=== EXERCISE DATA ===

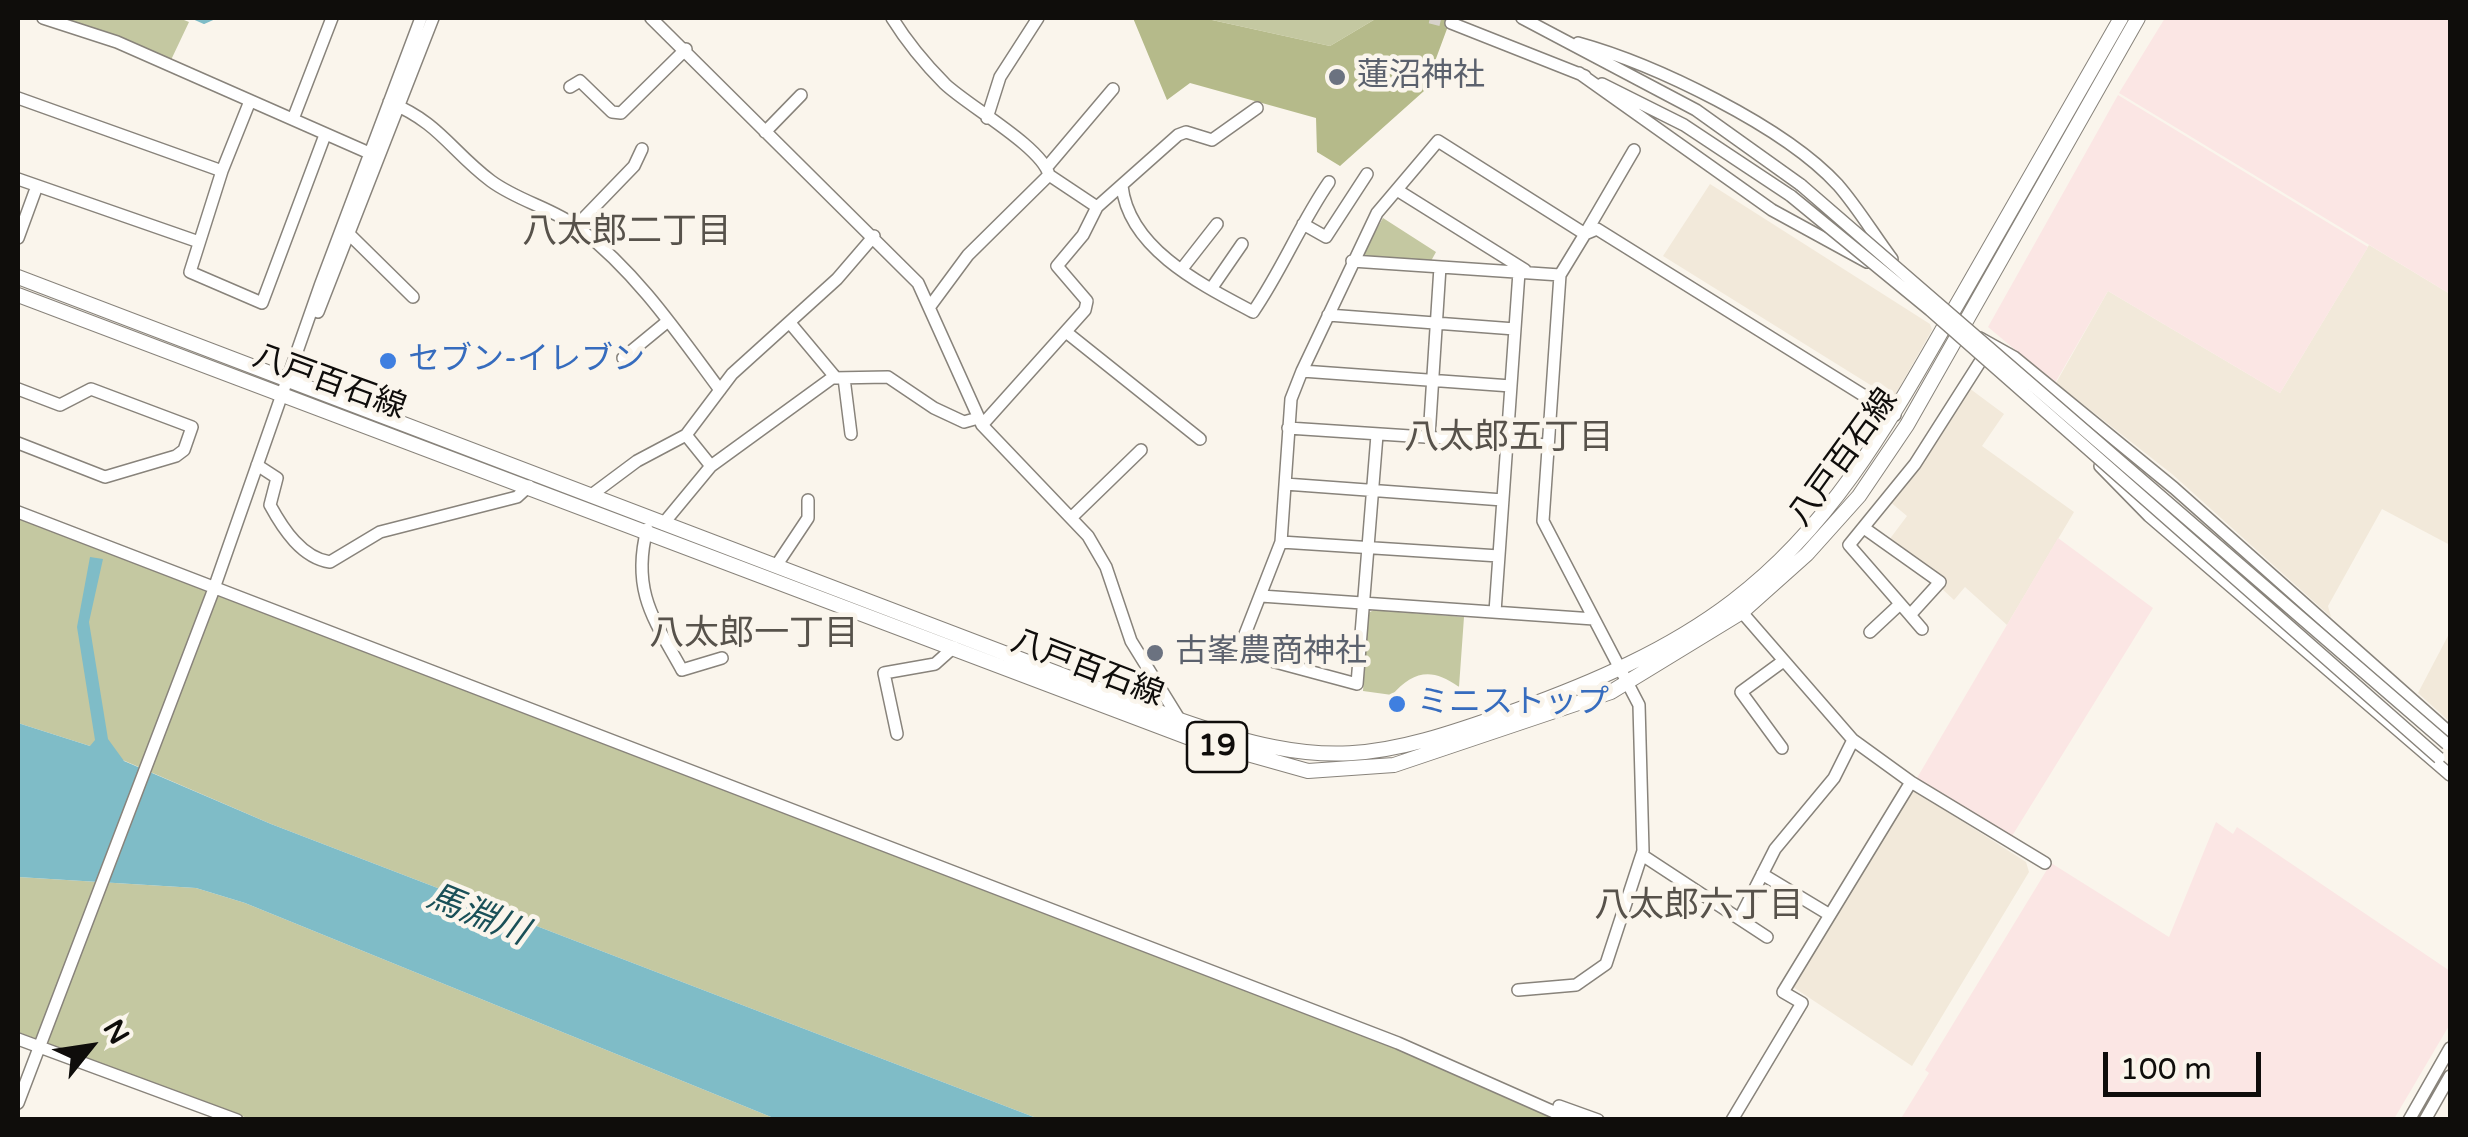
<!DOCTYPE html>
<meta charset="utf-8">
<style>
body{margin:0}
#map{position:relative;width:2468px;height:1137px;overflow:hidden;background:#faf5ec;font-family:"Varela Round",sans-serif}
canvas{display:block}
.frame{position:absolute;inset:0;border:20px solid #0f0d0b;pointer-events:none}
.north{position:absolute;left:40px;top:997px;width:100px;height:100px;-webkit-text-stroke:8px #faf5ec;paint-order:stroke;rotate:60deg;font-size:28px;font-weight:700;line-height:40px;text-align:center;color:#0f0d0b}
.north::after{content:'';display:block;margin:auto;width:35px;height:45px;background:#0f0d0b;clip-path:polygon(50% 0,100% 100%,50% 72%,0 100%)}
.scale{position:absolute;left:2103px;top:1052px;width:158px;height:45px;box-sizing:border-box;border:5px solid #0f0d0b;border-top:0;padding-left:12px;font-size:30px;line-height:35px;white-space:nowrap;color:#0f0d0b;-webkit-text-stroke:8px #faf5ec;paint-order:stroke}
</style>
<div id="map">
<canvas width="2468" height="1137"></canvas>
<div class="frame"></div>
<div class="north">N</div>
<div class="scale">100 m</div>
</div>
<script>
const g = document.querySelector('canvas').getContext('2d');
g.lineJoin = 'round';
function paint(path, color) {
  g.fillStyle = color;
  g.fill(path, 'evenodd');
}
function stroke(path, color, width, dash) {
  g.strokeStyle = color;
  g.lineWidth = width;
  g.lineCap = dash ? 'butt' : 'round';
  g.setLineDash(dash || []);
  g.stroke(path);
}
function drawText(font, color, halo, rows, align = 'center') {
  g.font = font + ' "Varela Round","Noto Sans JP",sans-serif';
  g.lineWidth = 9;
  g.setLineDash([]);
  g.textBaseline = 'middle';
  g.strokeStyle = halo;
  g.fillStyle = color;
  for (const [text, x, y, turn = 0] of rows) {
    g.save();
    g.translate(x, y);
    g.rotate((+turn || 0) * Math.PI / 180);
    g.textAlign = isNaN(turn) ? turn : align;
    if (halo) g.strokeText(text, 0, 0);
    g.fillText(text, 0, 0);
    g.restore();
  }
}
paint(new Path2D(`
 M1710,184l220,140 2,6 -39,69 -230,-143z
 M2369,245l81,49v251l-68,-36 -54,97 3,11 -159,-143 -116,-91 52,-92 172,102z
 M1969,388l35,26 -22,32 92,66 -67,113 -42,-38 -11,13 -15,-14 5,-7 -55,-39 18,-24 -18,-15z
 M2450,632v90l-32,-29z
 M1912,789l114,73 3,10 -117,194 -119,-79z`), '#f2e9da');
paint(new Path2D(`
 M2165,18h285v276l-331,-201z
 M2118,95l250,152 -88,146 -172,-102 -53,92 -67,-56z
 M2058,538l95,70 -141,228 -95,-58z
 M2216,822l17,12 4,-7 213,144v53l-56,95 -494,1 29,-47 -4,-3 126,-207 118,74z`), '#fbe6e4');
paint(new Path2D(`
 M59,18h120l10,4 -18,38z
 M1203,18h174l-47,28z
 M1383,218l53,34 -5,9 -66,-4 -2,-4z
 M18,516l1395,538 144,65h-518l-768,-295 -181,-78 -72,-23z
 M1374,610l90,7 -5,70c-27,-20 -46,-16 -67,8l-29,-4 5,-78z
 M18,877l178,11 49,15 531,216h-526l-232,-87z`), '#c4c8a1');
paint(new Path2D(`
 M1133,18h70l127,28 47,-28h74l-27,73 -84,75 -23,-14 -1,-34 -126,-35 -23,17z`), '#b5ba8a');
paint(new Path2D(`
 M90,557l13,2 -14,63 19,117 16,22 147,63 768,295h-263l-531,-216 -49,-15 -178,-11v-154l72,23 5,-6 -18,-113z`), '#7fbcc7');
stroke(new Path2D(`
 M195,18l9,4 9,-4`), '#7fbcc7', 4);
stroke(new Path2D(`
 M1430,18l21,5`), '#d7d2ca', 11, [11, 5.5]);
const minor = new Path2D(`
 M43,18l74,24 259,114
 M651,18l267,265 64,142 106,111 18,31 25,74 50,81
 M892,18c15,24 33,46 53,66 23,22 97,63 104,91l-81,80 -37,50
 M1522,18l174,92 105,75
 M1451,23l134,53
 M1578,43c76,21 206,83 260,142 20,23 36,50 54,74
 M1579,73l193,137 95,52
 M1602,84l82,41 107,71
 M570,87l10,-6 32,31 9,1 65,-64
 M18,98l204,73
 M250,101l-28,70 -32,101 72,31 63,-168
 M389,102c51,21 61,48 102,79 27,20 61,27 88,47 58,45 98,104 141,162
 M987,118l13,-41 38,-59
 M293,119l39,-101
 M765,132l36,-37
 M1047,167l66,-78
 M1049,175l48,32 81,-72 8,-3 26,8 45,-32
 M18,179l181,63
 M1122,186c7,63 80,99 131,126 29,-42 47,-88 76,-130
 M1397,190l128,80
 M1303,224l23,13 41,-63
 M576,226l58,-60 8,-17
 M350,235l63,62
 M18,238l19,-52
 M1352,261l208,14
 M1181,270l36,-46
 M1211,289l31,-45
 M318,312l115,-294
 M1328,315l187,14
 M790,323l46,55
 M1066,332l134,107
 M1980,338l34,19 160,131 276,245
 M623,358l45,-37
 M1302,371l209,15
 M844,378l7,56
 M18,389l42,16 31,-16 101,38 -8,23 -8,6 -71,21 -87,-34
 M982,425l103,-115 2,-9 -30,-35 26,-31 14,-28
 M1288,428l260,17
 M1377,435l-20,249 -119,-32 43,-110 10,-143 11,-28 75,-158 61,-72 147,93 49,-84
 M1429,437l11,-170
 M257,465l20,13 -7,27c13,24 32,53 60,57l50,-30 137,-35 12,-11
 M711,466l-25,-31 46,-61 105,-95 37,-43
 M2100,466l49,50 301,259
 M1285,484l218,16
 M590,496l47,-35 49,-26
 M18,512l1380,531 174,77
 M1072,517l69,-67
 M663,524l48,-58 121,-88 56,-1 46,31 30,14 14,-4
 M1864,528l76,54 -30,33 -61,-70 66,-81 72,-113
 M647,529c-16,63 8,92 35,141l40,-12
 M1281,542l218,14
 M776,566l32,-48v-18
 M1261,596l333,23
 M1733,602l120,138 58,42 134,81
 M1495,612l24,-340
 M1910,615l12,14
 M1870,632l30,-28
 M1782,662l-41,30 41,56
 M897,734l-13,-61 51,-9 19,-17
 M1642,855l125,82
 M1762,874l68,41
 M1740,918l35,-69 59,-71 19,-38
 M1518,990l58,-5 30,-21 37,-113 -4,-146 -96,-184 17,-246 25,-41 12,-5 298,186
 M18,1039l219,81
 M18,1103l194,-509 108,-308 101,-268
 M1559,1106l39,14
 M1732,1120l70,-117 -19,-11 128,-210
 M2409,1120l41,-72
 M2425,1120l25,-44`);
const major = new Path2D(`
 M18,277l1162,443c146,51 194,41 337,-10 75,-27 152,-60 216,-109 106,-80 165,-195 230,-307 53,-92 105,-184 158,-276
 M18,295l1169,442 121,34 86,-6 217,-73 131,-80 65,-58 52,-58 48,-71 231,-407`);
stroke(minor, '#88837b', 14);
stroke(major, '#88837b', 16);
stroke(minor, '#fff', 11);
stroke(major, '#fff', 14);
const minorBridge = new Path2D(`
 M1801,185l646,559
 M1791,196l139,114 509,448`);
stroke(minorBridge, '#88837b', 14, []);
stroke(minorBridge, '#fff', 11);
for (const [x, y, r, color] of [
 [1337,77,10,"#6b7280"],
 [388,361,10,"#3f7fe0"],
 [1155,653,10,"#6b7280"],
 [1397,704,10,"#3f7fe0"]
]) {
  const dot = new Path2D();
  dot.arc(x, y, r, 0, 2 * Math.PI);
  g.fillStyle = color;
  g.fill(dot);
  stroke(dot, '#faf5ec', 4);
}
for (const [x, y, w] of [
 [1217,747,60]
]) {
  const box = new Path2D();
  box.roundRect(x - w / 2, y - 25, w, 50, 8);
  g.fillStyle = '#faf5ec';
  g.fill(box);
  stroke(box, '#0f0d0b', 2.5);
}
drawText('bold 30px', '#0f0d0b', null, [
 ["19",1217,747]
]);
drawText('32px', '#5b616d', '#faf5ec', [
 ["蓮沼神社",1357,77],
 ["古峯農商神社",1175,653]
], 'left');
drawText('32px', '#366cbe', '#faf5ec', [
 ["セブン-イレブン",408,361],
 ["ミニストップ",1417,704]
], 'left');
drawText('32px', '#0f0d0b', '#faf5ec', [
 ["八戸百石線",329,383,20],
 ["八戸百石線",1844,458,-54],
 ["八戸百石線",1087,669,21]
]);
drawText('35px', '#57524b', '#faf5ec', [
 ["八太郎二丁目",627,233],
 ["八太郎五丁目",1509,439],
 ["八太郎一丁目",754,635],
 ["八太郎六丁目",1699,907]
]);
drawText('italic 35px', '#1a5058', '#faf5ec', [
 ["馬淵川",477,916,22]
]);
</script>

===

### EXERCISE DIRECTIONS
Working from the material above, retype exactly the lines from the one with "g.rotate((+turn || 0) * Math.PI / 180);" through the one with "M59,18h120l10,4 -18,38z", both included, and only those lines.

### ANSWER
    g.rotate((+turn || 0) * Math.PI / 180);
    g.textAlign = isNaN(turn) ? turn : align;
    if (halo) g.strokeText(text, 0, 0);
    g.fillText(text, 0, 0);
    g.restore();
  }
}
paint(new Path2D(`
 M1710,184l220,140 2,6 -39,69 -230,-143z
 M2369,245l81,49v251l-68,-36 -54,97 3,11 -159,-143 -116,-91 52,-92 172,102z
 M1969,388l35,26 -22,32 92,66 -67,113 -42,-38 -11,13 -15,-14 5,-7 -55,-39 18,-24 -18,-15z
 M2450,632v90l-32,-29z
 M1912,789l114,73 3,10 -117,194 -119,-79z`), '#f2e9da');
paint(new Path2D(`
 M2165,18h285v276l-331,-201z
 M2118,95l250,152 -88,146 -172,-102 -53,92 -67,-56z
 M2058,538l95,70 -141,228 -95,-58z
 M2216,822l17,12 4,-7 213,144v53l-56,95 -494,1 29,-47 -4,-3 126,-207 118,74z`), '#fbe6e4');
paint(new Path2D(`
 M59,18h120l10,4 -18,38z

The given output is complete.